В издательстве «Всемирная литература» я ча­сто встречался с Игнатием Юлиановичем Крачковским. В те годы он был членом редакционной коллегии, а я организовывал библиотеку. Он не знал, что я был издателем библиографической редкости «Похвала книге», в которую включены были редчайшие восточные стихи и изречения о книге, частично в его переводах. Одно из изре­чений, принадлежащее поэту IX века Ибн-Ясиру, я всегда вспоминаю, когда думаю о своей жизни книжника:

«Я стал одинок, но со мной говорят умершие, и книги рассказывают мне про их мудрость, скрытую от меня раньше... Не умер человек, оставивший нам знание, которым мы будем пользоваться и после его смерти».
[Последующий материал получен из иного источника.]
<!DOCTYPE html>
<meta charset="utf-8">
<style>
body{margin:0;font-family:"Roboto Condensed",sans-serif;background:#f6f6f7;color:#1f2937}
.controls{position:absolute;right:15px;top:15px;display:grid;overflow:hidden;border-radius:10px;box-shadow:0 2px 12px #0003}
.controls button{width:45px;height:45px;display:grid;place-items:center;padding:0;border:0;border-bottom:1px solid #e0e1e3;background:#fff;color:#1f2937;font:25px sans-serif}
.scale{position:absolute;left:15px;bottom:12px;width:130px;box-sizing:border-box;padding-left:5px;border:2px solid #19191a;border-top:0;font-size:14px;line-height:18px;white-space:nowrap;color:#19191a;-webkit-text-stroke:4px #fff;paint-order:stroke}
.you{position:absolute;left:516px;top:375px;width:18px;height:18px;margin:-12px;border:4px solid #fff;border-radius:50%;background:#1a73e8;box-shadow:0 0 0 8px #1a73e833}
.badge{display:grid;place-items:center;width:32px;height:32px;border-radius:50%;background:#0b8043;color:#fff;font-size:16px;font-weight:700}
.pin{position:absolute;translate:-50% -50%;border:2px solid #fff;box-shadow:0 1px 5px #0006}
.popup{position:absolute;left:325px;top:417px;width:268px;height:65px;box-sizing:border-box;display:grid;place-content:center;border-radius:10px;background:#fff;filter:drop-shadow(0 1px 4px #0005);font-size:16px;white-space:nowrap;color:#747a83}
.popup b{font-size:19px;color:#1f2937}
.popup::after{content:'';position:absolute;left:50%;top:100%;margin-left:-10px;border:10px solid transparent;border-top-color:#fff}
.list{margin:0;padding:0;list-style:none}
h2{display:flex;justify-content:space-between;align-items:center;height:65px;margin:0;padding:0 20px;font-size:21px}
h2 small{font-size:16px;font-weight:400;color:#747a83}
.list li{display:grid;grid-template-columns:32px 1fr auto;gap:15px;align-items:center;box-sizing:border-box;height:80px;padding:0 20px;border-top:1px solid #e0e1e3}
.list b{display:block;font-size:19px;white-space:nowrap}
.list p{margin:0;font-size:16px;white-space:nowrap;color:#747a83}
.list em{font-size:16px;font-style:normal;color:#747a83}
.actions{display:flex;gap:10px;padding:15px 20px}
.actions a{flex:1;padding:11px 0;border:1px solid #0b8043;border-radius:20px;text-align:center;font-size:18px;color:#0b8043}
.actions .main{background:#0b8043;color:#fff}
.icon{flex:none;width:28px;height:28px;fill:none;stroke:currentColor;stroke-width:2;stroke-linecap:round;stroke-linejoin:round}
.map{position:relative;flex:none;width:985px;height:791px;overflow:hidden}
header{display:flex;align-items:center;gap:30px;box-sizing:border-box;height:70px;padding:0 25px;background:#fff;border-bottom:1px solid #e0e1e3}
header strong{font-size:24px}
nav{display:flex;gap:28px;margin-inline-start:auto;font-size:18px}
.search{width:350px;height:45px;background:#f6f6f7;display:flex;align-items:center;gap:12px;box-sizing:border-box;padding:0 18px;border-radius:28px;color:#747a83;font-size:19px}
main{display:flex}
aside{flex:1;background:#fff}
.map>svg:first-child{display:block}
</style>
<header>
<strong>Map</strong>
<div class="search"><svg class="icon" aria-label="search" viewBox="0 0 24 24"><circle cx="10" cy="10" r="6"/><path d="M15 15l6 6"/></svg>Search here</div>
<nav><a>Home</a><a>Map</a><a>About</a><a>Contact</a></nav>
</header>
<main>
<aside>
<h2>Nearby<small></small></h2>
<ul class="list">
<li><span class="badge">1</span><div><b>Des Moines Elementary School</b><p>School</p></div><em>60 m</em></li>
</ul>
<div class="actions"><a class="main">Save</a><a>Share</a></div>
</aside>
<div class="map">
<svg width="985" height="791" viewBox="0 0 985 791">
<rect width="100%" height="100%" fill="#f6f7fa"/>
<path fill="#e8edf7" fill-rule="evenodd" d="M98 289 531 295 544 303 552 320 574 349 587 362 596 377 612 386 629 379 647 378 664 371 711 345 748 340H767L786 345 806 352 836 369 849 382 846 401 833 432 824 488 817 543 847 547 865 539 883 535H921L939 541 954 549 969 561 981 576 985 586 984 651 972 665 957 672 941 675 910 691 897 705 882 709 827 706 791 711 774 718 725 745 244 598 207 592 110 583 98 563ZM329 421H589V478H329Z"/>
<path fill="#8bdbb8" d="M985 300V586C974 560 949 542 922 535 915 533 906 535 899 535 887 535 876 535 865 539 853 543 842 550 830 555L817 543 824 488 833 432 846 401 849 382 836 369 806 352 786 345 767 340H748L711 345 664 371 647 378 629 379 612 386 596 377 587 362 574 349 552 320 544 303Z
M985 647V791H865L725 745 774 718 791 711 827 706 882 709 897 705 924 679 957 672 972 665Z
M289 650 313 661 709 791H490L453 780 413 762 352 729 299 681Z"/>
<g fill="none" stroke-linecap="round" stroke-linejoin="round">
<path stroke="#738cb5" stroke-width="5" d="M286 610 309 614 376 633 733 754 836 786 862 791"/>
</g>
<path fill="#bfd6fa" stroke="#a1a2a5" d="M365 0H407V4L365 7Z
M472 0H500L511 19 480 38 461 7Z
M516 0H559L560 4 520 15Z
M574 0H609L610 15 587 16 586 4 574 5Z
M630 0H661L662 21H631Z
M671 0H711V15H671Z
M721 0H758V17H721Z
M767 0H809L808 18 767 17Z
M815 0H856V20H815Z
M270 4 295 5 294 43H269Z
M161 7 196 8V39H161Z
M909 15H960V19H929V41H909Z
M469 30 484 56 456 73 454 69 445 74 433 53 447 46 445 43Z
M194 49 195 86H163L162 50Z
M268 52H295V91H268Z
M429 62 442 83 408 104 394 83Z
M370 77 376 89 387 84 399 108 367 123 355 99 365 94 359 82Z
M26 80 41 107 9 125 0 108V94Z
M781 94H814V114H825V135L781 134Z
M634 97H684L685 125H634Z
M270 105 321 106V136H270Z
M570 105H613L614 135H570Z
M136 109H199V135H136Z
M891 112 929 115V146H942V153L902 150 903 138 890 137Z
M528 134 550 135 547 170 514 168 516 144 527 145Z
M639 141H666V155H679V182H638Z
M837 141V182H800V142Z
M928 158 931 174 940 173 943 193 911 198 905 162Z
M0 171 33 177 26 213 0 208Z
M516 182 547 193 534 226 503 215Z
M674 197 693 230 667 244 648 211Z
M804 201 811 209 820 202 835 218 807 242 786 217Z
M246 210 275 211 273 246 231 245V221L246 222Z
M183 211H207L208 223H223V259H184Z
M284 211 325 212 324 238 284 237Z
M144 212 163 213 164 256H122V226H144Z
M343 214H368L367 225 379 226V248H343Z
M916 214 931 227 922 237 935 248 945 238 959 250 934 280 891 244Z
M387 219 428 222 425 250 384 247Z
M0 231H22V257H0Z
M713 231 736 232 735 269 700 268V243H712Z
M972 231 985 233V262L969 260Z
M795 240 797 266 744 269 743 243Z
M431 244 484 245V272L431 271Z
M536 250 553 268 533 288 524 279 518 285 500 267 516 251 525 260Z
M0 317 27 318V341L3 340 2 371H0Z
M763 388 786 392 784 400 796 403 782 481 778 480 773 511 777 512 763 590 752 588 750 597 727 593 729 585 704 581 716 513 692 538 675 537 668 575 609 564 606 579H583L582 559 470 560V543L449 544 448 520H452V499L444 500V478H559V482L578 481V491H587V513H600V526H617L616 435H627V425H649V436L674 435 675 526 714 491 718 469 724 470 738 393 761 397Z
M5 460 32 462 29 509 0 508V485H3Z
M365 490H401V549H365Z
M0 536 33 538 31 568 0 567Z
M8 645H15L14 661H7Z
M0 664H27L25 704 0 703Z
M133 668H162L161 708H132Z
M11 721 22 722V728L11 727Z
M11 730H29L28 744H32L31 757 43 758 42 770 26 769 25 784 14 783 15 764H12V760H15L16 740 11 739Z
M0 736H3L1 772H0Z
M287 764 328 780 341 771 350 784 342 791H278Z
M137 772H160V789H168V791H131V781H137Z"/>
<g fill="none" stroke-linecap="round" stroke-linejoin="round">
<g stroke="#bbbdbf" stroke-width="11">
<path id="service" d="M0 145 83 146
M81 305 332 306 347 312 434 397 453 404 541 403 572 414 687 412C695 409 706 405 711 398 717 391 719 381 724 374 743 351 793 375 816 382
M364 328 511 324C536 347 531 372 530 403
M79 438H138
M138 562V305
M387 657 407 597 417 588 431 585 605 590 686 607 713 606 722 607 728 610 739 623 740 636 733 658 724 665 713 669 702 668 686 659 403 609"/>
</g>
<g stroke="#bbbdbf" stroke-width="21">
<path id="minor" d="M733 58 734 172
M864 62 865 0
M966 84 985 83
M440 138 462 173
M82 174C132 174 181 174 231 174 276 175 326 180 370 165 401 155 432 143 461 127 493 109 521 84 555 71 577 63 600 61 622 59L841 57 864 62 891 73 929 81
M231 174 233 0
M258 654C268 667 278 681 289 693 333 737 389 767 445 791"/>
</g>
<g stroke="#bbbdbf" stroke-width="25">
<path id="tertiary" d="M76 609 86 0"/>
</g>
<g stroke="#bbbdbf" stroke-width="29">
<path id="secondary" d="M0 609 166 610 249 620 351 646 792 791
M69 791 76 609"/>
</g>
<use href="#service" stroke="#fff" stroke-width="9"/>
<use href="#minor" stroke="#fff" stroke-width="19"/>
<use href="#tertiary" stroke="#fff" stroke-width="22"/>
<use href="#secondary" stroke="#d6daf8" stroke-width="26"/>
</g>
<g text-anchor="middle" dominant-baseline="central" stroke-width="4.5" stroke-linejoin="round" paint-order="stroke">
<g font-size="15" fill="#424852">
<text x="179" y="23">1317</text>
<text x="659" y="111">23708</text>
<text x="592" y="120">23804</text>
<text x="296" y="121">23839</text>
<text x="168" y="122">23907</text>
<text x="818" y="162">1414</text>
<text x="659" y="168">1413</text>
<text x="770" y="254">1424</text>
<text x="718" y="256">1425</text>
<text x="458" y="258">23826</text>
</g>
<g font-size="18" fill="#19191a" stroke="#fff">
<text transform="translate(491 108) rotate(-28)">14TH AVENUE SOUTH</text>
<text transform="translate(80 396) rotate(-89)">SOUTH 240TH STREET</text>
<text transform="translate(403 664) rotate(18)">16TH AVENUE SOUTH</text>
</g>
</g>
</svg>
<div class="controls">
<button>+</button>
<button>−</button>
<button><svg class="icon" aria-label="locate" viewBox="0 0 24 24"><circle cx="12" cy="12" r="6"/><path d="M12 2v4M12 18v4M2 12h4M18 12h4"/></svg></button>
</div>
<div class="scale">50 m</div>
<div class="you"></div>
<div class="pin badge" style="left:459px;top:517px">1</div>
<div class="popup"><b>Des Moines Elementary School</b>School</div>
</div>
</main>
В Академии наук председателем ученого со­вета библиотеки был Крачковский. Здесь мы с ним сблизились, и позднее он сделал доклад в Доме ученых именно о выпущенном мною совместно с И. А. Шляпкиным издании «Похва­ла книге». Доклад этот он приурочил, как он мне сказал, приблизительно к тридцатой годов­щине со дня выхода этой книги. Крачковский начал с того, что вот два деятеля задумали выпустить эту книгу: один давно умер, профес­сор Илья Александрович Шляпкин, а другой здравствует и находится сейчас среди нас— это Федор Григорьевич Шилов. Далее Крачковский сказал, что «Похвала книге» в некоторой степе­ни способствовала тому, что и он начал соби­рать материалы о книге, но исключительно арабские, что собрал он их довольно много и ду­мал издать книгу как изречений, так и украше­ний арабских книг.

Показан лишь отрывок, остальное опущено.